Why was this person I met five years ago at summer camp escaping the apocalypse with me and my family?

And why were we all so happy and chipper the whole time?

Where did the flock of neon zebras come from when we were crossing the Pacific Ocean?


So how hot was the fever that cooked this story up? Fire & Flood is like a combination of The Hunger Games and The Amazing Race, but with Digimon, narrated by Tessa Altman from Suburgatory, with Jonah Griggs as the love interest. Oh, and there’s no dystopic or futuristic setting. It’s set in the modern world as we know it, only there have been secret advancements in genetic engineering and… elemental magic (???) that the general public is unaware of.

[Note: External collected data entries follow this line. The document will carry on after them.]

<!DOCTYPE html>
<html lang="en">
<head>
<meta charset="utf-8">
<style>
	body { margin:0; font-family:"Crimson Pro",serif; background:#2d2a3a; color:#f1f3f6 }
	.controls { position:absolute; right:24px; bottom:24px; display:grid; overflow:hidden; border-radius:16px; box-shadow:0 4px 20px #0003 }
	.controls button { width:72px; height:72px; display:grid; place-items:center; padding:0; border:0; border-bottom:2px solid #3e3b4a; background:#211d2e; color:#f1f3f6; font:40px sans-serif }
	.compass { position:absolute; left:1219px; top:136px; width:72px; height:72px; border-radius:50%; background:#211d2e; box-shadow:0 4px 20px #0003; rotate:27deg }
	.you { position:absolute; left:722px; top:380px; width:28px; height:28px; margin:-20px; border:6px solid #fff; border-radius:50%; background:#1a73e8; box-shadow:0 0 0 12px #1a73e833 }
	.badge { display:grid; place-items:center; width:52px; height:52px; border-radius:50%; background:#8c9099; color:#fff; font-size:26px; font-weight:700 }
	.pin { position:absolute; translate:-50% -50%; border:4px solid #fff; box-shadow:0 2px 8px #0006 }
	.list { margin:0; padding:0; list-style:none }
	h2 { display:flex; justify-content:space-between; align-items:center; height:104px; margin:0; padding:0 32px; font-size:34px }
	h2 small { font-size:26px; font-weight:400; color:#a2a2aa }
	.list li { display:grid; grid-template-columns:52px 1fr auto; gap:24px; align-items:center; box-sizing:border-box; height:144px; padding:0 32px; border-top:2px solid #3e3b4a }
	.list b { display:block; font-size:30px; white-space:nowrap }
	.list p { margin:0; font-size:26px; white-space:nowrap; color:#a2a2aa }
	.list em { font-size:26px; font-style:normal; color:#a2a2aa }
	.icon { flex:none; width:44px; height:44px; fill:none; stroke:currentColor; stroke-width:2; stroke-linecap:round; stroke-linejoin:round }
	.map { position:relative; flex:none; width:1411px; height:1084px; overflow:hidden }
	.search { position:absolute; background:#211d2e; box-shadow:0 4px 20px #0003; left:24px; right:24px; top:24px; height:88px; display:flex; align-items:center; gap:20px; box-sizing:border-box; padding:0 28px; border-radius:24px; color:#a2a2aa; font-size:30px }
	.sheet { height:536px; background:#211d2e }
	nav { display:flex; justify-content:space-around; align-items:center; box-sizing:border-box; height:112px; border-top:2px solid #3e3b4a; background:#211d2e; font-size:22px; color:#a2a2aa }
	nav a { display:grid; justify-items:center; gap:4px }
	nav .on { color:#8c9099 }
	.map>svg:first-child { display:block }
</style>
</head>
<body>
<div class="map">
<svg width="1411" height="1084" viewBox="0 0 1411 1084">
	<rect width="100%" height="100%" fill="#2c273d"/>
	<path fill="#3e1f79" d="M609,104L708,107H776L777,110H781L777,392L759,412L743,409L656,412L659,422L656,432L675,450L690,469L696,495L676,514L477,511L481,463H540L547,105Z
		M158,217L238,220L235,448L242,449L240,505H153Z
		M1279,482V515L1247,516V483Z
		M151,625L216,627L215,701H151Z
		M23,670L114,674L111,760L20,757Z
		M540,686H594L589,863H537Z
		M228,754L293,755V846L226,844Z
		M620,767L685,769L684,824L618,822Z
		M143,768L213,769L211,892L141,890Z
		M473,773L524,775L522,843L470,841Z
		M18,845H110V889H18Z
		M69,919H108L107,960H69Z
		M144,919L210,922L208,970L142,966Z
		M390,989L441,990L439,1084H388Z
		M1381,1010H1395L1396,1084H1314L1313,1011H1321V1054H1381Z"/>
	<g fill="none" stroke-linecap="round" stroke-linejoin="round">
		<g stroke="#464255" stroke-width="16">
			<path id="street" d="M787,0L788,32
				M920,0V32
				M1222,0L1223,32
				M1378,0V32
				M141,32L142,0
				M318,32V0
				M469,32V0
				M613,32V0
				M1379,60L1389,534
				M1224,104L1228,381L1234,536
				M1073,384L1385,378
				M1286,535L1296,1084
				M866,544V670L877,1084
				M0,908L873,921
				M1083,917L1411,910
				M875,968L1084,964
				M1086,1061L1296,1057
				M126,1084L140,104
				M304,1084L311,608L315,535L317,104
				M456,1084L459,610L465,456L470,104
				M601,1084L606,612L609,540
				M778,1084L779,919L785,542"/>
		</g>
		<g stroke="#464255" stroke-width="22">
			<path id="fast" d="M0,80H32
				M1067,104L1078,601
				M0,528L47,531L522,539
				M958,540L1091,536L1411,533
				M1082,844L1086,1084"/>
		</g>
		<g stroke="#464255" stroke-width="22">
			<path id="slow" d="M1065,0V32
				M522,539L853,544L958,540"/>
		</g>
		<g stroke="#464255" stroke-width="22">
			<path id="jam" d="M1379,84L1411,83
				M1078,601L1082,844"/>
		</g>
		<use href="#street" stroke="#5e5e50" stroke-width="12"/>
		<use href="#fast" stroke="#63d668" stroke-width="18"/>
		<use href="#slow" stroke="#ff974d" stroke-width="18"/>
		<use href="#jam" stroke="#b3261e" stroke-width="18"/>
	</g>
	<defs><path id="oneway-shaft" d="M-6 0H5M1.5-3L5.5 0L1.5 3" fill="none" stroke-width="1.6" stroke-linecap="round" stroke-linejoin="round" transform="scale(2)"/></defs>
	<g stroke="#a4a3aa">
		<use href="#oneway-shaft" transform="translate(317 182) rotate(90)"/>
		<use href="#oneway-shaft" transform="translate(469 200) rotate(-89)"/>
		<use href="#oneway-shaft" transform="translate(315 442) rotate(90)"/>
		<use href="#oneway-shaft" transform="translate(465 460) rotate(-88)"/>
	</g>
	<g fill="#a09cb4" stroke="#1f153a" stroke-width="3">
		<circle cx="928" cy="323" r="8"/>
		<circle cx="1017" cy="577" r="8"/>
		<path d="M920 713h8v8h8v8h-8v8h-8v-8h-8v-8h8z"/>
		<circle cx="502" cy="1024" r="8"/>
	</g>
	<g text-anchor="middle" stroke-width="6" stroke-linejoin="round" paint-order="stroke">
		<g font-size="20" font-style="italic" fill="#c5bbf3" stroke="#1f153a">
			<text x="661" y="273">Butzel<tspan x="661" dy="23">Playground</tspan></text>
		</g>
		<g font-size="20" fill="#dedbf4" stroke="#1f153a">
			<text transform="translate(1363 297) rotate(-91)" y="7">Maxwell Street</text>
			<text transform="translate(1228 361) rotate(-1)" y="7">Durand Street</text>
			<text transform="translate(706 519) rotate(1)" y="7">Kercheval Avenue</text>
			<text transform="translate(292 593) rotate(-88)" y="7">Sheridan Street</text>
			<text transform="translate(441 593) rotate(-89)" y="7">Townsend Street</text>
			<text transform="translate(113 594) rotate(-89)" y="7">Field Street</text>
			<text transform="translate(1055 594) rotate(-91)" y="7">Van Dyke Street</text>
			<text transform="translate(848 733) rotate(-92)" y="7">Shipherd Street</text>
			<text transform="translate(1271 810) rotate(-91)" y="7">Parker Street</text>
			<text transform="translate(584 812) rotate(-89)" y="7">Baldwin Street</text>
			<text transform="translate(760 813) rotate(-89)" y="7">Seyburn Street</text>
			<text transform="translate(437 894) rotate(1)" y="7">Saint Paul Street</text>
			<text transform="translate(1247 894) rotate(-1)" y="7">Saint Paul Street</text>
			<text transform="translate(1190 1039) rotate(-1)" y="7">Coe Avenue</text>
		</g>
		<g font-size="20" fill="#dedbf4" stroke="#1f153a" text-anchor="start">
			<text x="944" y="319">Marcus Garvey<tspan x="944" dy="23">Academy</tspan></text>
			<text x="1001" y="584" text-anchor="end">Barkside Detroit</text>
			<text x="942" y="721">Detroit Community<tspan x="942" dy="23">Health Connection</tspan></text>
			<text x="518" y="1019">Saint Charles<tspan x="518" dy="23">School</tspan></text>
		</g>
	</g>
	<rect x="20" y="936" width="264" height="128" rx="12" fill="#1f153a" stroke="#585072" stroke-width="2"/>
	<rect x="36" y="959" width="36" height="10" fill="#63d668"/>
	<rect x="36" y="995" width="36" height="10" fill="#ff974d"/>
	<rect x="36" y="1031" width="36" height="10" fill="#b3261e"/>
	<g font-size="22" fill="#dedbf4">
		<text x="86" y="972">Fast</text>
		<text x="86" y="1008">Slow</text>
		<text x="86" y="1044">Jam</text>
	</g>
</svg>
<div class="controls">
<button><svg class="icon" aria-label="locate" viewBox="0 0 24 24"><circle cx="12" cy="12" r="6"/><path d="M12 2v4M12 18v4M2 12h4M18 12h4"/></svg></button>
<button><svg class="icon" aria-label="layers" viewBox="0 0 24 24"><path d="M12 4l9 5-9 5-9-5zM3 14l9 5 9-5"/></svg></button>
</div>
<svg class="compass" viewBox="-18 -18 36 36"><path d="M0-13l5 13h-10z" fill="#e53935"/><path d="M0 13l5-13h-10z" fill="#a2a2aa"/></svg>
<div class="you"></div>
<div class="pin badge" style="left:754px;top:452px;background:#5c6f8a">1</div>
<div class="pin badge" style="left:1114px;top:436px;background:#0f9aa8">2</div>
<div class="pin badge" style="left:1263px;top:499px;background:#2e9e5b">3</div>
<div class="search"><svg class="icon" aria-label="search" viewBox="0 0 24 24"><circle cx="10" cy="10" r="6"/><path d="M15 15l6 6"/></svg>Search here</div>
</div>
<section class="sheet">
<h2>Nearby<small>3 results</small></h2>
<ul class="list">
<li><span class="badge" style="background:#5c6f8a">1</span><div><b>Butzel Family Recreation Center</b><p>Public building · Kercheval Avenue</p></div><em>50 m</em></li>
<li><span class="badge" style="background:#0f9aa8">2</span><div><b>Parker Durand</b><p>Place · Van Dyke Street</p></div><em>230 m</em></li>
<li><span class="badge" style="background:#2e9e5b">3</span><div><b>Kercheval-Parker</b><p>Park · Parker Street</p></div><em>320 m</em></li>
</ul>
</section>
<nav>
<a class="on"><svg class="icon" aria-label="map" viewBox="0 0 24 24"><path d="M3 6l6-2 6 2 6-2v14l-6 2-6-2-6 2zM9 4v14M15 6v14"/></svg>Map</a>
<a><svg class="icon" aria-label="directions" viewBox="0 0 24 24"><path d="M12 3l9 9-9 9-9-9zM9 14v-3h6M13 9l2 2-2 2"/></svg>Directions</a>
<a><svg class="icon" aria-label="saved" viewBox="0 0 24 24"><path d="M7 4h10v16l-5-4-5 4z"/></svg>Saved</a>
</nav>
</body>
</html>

Our narrator is a teenage girl — Tella. Tella’s older brother is bedridden with a mysterious illness that no doctor can identify or treat. So, Tella’s parents have moved the family to a removed spot in Montana. Fishy. The book’s action begins quickly, with Tella discovering a strange, ipod-like device in her room. But instead of blaring My Chemical Romance like it should, the device invites her to compete in a race, horribly titled the Brimstone Bleed, where the prize is the capital-C Cure for her brother’s illness. Brave and irrepressible Tella sets off immediately on this mission, soon receiving her Pandora — an animal with special powers that hatches from an egg, like a Tomagatchi — and embarking on the jungle portion of a four-part, 90-day race.

Now, I don’t require my escapist reading to make perfect sense, but I do have a limit.

My biggest complaint with Fire & Flood comes from the discrepancy between the subject matter and the tone. The deadly stakes of this race are rendered completely unbelievable and the opposite of emotionally resonant by Tella’s sassy, mall-rat narration. On one page, some people die. A few pages later, Tella pines for Nordstrom’s. Then, there's this line: "That's a bald eagle," I say, proud of myself for knowing."

So, obviously not my cup of tea, but I’m sure there are readers who would find enjoyment in this series. I recommend for people who liked Maze Runner.